• _Problem to work on_
Whenever the string "position" appears in a line below, please copy the line out.

Source data:
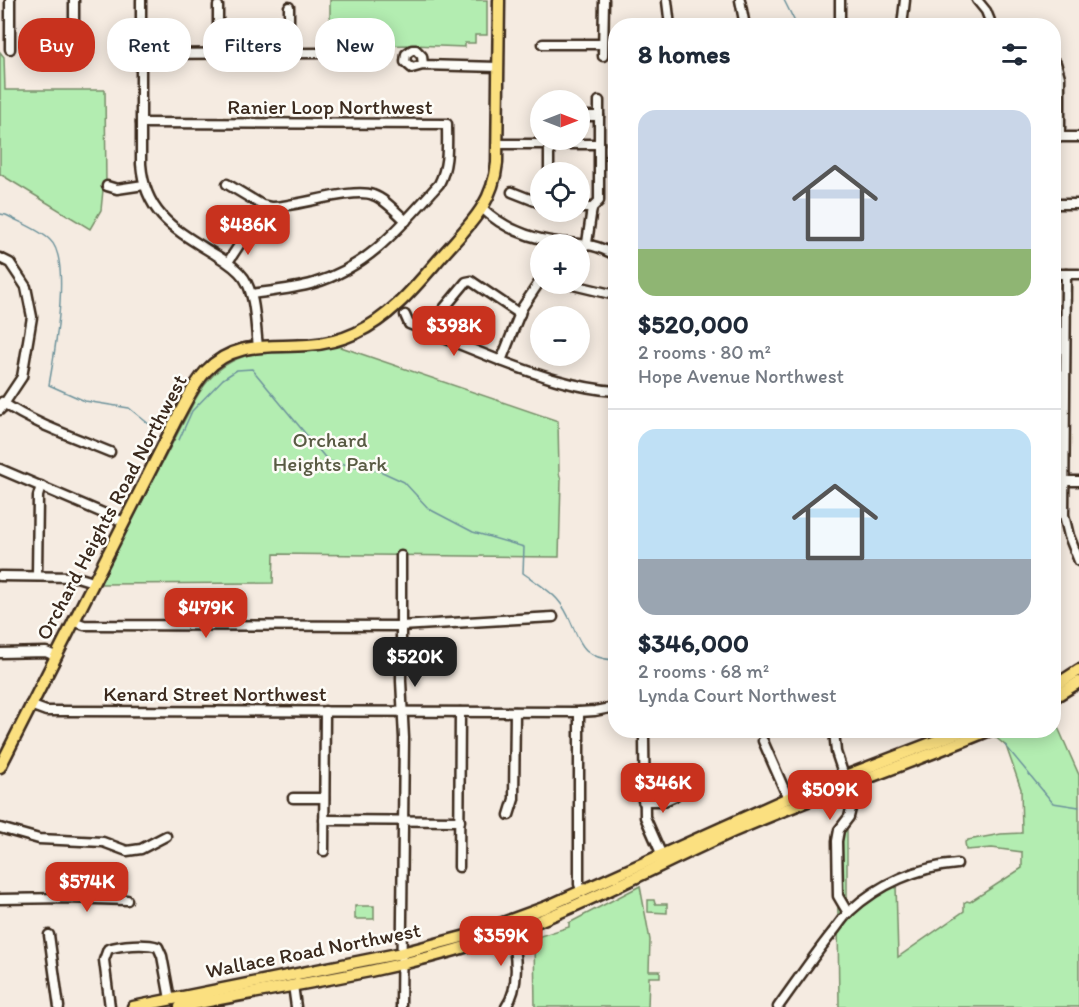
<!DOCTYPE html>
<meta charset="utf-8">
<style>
body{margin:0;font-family:Itim,sans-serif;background:#f6f6f7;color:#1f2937;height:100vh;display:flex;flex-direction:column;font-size:22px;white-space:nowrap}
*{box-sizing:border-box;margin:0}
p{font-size:20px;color:#747a83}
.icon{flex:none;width:33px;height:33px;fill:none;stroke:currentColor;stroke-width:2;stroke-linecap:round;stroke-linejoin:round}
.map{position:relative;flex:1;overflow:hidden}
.details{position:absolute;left:608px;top:18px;width:453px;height:720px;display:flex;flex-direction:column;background:#fff;border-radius:24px;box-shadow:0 3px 15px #0003}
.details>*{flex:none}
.banner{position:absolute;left:18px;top:18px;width:500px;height:54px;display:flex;gap:12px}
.needle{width:39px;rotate:90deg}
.buttons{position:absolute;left:530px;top:90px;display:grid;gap:12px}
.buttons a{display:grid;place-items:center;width:60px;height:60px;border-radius:50%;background:#fff;box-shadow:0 3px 15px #0003;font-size:30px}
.price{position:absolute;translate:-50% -51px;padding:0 14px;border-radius:12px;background:#c8321e;color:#fff;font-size:20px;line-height:39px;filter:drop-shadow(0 2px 3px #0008)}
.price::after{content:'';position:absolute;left:50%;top:36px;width:18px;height:14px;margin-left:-9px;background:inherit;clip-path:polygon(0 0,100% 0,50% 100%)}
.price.on{background:#222;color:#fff}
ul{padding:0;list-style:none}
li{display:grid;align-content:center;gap:12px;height:318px;padding:0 30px}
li+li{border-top:2px solid #e0e1e3}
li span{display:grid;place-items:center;height:186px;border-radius:18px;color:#555}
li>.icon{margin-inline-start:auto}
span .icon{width:108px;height:108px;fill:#fffc;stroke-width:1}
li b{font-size:26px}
h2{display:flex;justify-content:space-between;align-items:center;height:72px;padding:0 30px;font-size:26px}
.tag{padding:0 21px;border-radius:24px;background:#fff;box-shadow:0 3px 15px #0003;font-size:21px;line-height:54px}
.tag.on{background:#c8321e;color:#fff}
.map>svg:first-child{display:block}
.green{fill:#b3edb1;stroke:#778c68;stroke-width:1.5}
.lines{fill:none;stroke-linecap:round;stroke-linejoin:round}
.stream{stroke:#6c929b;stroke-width:1.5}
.minor-casing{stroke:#3b2a1e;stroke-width:13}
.major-casing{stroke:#3b2a1e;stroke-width:15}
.minor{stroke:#fdfcf7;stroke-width:8}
.major{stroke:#fbe080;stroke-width:10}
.labels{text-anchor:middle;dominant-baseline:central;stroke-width:5;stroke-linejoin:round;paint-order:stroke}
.street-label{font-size:21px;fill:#3b2a1e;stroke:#fdfcf7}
.park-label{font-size:21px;fill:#595b43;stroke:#fdfcf7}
</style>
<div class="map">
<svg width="1079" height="1007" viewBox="0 0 1079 1007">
<rect width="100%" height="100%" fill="#f5ebe1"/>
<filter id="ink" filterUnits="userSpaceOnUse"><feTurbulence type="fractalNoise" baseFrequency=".0167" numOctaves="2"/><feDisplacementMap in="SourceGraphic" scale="12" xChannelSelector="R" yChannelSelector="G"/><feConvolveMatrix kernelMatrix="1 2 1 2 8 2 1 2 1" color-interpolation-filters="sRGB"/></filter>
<g filter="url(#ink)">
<g class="green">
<polygon points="330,0 487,0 487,35 475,35 475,43 465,43 465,47 412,45 330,47"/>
<polygon points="0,52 4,57 5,90 105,90 106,186 103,190 101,210 90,229 0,174"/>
<path d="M338,346L558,421L559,473L561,480L559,557L274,554L273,583L99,584L195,400C231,335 277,359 338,346Z"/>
<polygon points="1053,716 1079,775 1079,1007 839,1007 837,828 847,823 847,906 896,885 898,957 964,911 964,903 967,901 970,902 1022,868 1022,852 992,848 966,850 965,842 968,840 1001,834 1022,833 1021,789 1006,746 988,731 1053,730"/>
<polygon points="640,886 650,940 649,971 660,971 660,977 649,977 648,1007 535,1007 534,938 569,927 569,923"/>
<polygon points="648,900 654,900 655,904 667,904 667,913 648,912"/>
<rect x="355" y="906" width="19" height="13"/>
</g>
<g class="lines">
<g class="stream">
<polyline points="784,0 797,26"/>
<path d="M0,214L6,215C19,222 40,230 50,240C72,259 54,357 49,385L85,401L129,408L155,429"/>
<path d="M179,440L192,411L223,379L237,370L252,369L328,461L380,471L404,482L429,509L473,532L524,547L523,573C534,581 548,589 557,599C581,625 570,658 615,660"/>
<polyline points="1005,745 1053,803 1079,807"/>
</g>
<g class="minor-casing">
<g id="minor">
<polyline points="10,0 10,49"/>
<path d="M141,0V164C145,215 176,230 216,255C226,261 237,268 244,278C256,296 255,325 258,346"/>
<polyline points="740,0 745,26"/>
<polyline points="840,0 840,26"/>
<polyline points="977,0 986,11 992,26"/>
<polyline points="667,1 670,26"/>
<polyline points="218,6 218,54"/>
<polyline points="902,26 905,0"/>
<polyline points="543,44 603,44"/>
<polyline points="74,50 74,0"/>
<polyline points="141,54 319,53"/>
<polyline points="289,54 289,7"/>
<polyline points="603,56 604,0"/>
<polyline points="1056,63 1060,77 1060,137"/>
<polyline points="423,65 422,56 416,50 412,50 406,54 405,62 412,68 423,65 498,67"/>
<polyline points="579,116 599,116"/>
<path d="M141,123L447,124C447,145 449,165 439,184C402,225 369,267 314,283C294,289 272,291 251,294"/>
<polyline points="1053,137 1079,137"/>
<polyline points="498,144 599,144 599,101"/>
<polyline points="549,144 549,172"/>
<path d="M227,184L262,205L271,207C296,207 353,187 373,195C385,199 396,212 406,221"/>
<polyline points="107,186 117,189 144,185"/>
<polyline points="512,192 540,203"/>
<polyline points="1054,204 1079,204"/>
<path d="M482,208C503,228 529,238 557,242C583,245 591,242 615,255"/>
<polyline points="579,208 592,208"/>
<polyline points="587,243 592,208 599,201 599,144"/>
<polyline points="0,258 10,263 26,287 32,317 22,377 0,410"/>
<polyline points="228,262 245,236"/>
<polyline points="1053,274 1079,274"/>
<polyline points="1066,274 1064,515 1069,536 1079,561"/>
<path d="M540,281L522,308L501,361C538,375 575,388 615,391"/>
<polyline points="569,284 615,295"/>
<polyline points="405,315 409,324 501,361"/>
<polyline points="426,330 466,282 471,281 520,314"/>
<path d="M2,402C34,424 74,437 110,452"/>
<polyline points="0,469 124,522"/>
<polyline points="1053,481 1079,481"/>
<polyline points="0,576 77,577 93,582"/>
<polyline points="37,576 38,496 41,486"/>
<polyline points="73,621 84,625 401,626 553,617"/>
<polyline points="0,653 46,652 55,656"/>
<polyline points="30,705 46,711 60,711 579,712 595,711 615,707"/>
<polyline points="579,712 579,884 582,892"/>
<polyline points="834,730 836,752 847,785 852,805 849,817 839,830 837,841 838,896 848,913"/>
<polyline points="644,738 645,817 664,860"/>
<polyline points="763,741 788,798"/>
<polyline points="293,798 324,798"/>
<polyline points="643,801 664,801 675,796"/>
<polyline points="509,815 514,799 515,712"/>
<polyline points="324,820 460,821"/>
<polyline points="0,828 39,839 103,842 127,851 141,849 166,836"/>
<polyline points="324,851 325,711"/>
<polyline points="459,867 460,712"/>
<polyline points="0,899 66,898 127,900"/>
<polyline points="49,935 59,1007"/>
<polyline points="293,985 296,1007"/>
<path d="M110,1007L104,960L108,949C121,945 145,943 158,947L162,956L170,999"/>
<polyline points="401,1007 404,738 401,681 401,556"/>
<path d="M506,1007C520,987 517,954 510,932"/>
<path d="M778,1007C796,982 813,957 832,933C838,926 843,917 850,911C879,884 918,867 957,864"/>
</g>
</g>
<g class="major-casing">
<g id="major">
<polyline points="1053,687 1079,670"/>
<polyline points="1053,698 1079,682"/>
<path d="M0,767L177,418C186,402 193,385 206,371C235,340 270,348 308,345C324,344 341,340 356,333C395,315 421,279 449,248C474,220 493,201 497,163L499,0"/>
<polyline points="133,1007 402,953 470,935 546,907 788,798 965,730"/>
<path d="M180,1007C279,986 382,974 478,943C566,915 648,870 732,832C816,795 904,766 990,730"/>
</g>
</g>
<use href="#minor" class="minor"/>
<use href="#major" class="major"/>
</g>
</g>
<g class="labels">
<g class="street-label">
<text x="330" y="106">Ranier Loop Northwest</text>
<text transform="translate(111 507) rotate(-62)">Orchard Heights Road Northwest</text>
<text x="215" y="693">Kenard Street Northwest</text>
<text transform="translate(313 950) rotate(-11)">Wallace Road Northwest</text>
</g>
<g class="park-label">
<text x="330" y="439">Orchard<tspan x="330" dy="24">Heights Park</tspan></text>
</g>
</g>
</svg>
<div class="buttons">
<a><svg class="needle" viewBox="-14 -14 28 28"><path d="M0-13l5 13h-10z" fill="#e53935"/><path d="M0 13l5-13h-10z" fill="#747a83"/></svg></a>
<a><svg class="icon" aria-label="locate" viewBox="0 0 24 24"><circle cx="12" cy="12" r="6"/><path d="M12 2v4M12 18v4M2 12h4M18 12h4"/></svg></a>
<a>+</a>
<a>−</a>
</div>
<b class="price" style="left:248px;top:256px">$486K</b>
<b class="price" style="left:454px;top:357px">$398K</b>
<b class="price" style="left:206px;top:639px">$479K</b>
<b class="price on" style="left:415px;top:688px">$520K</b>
<b class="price" style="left:663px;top:814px">$346K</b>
<b class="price" style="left:830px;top:821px">$509K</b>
<b class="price" style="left:87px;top:913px">$574K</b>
<b class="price" style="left:501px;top:967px">$359K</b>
<div class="banner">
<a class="tag on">Buy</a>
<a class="tag">Rent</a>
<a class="tag">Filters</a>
<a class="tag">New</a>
</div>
<section class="details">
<h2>8 homes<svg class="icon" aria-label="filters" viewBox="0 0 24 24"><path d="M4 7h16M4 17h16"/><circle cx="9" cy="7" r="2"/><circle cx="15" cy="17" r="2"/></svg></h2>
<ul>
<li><span style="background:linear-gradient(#c9d6e8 75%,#8fb573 0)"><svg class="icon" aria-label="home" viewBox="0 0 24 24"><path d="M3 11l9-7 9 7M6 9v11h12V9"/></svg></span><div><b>$520,000</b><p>2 rooms · 80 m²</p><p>Hope Avenue Northwest</p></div></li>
<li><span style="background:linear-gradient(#bfe0f5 70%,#9aa5b1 0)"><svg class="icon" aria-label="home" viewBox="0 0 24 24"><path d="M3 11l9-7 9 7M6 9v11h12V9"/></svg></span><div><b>$346,000</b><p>2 rooms · 68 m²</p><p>Lynda Court Northwest</p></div></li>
</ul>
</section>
</div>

• _Solution for this exercise_
.map{position:relative;flex:1;overflow:hidden}
.details{position:absolute;left:608px;top:18px;width:453px;height:720px;display:flex;flex-direction:column;background:#fff;border-radius:24px;box-shadow:0 3px 15px #0003}
.banner{position:absolute;left:18px;top:18px;width:500px;height:54px;display:flex;gap:12px}
.buttons{position:absolute;left:530px;top:90px;display:grid;gap:12px}
.price{position:absolute;translate:-50% -51px;padding:0 14px;border-radius:12px;background:#c8321e;color:#fff;font-size:20px;line-height:39px;filter:drop-shadow(0 2px 3px #0008)}
.price::after{content:'';position:absolute;left:50%;top:36px;width:18px;height:14px;margin-left:-9px;background:inherit;clip-path:polygon(0 0,100% 0,50% 100%)}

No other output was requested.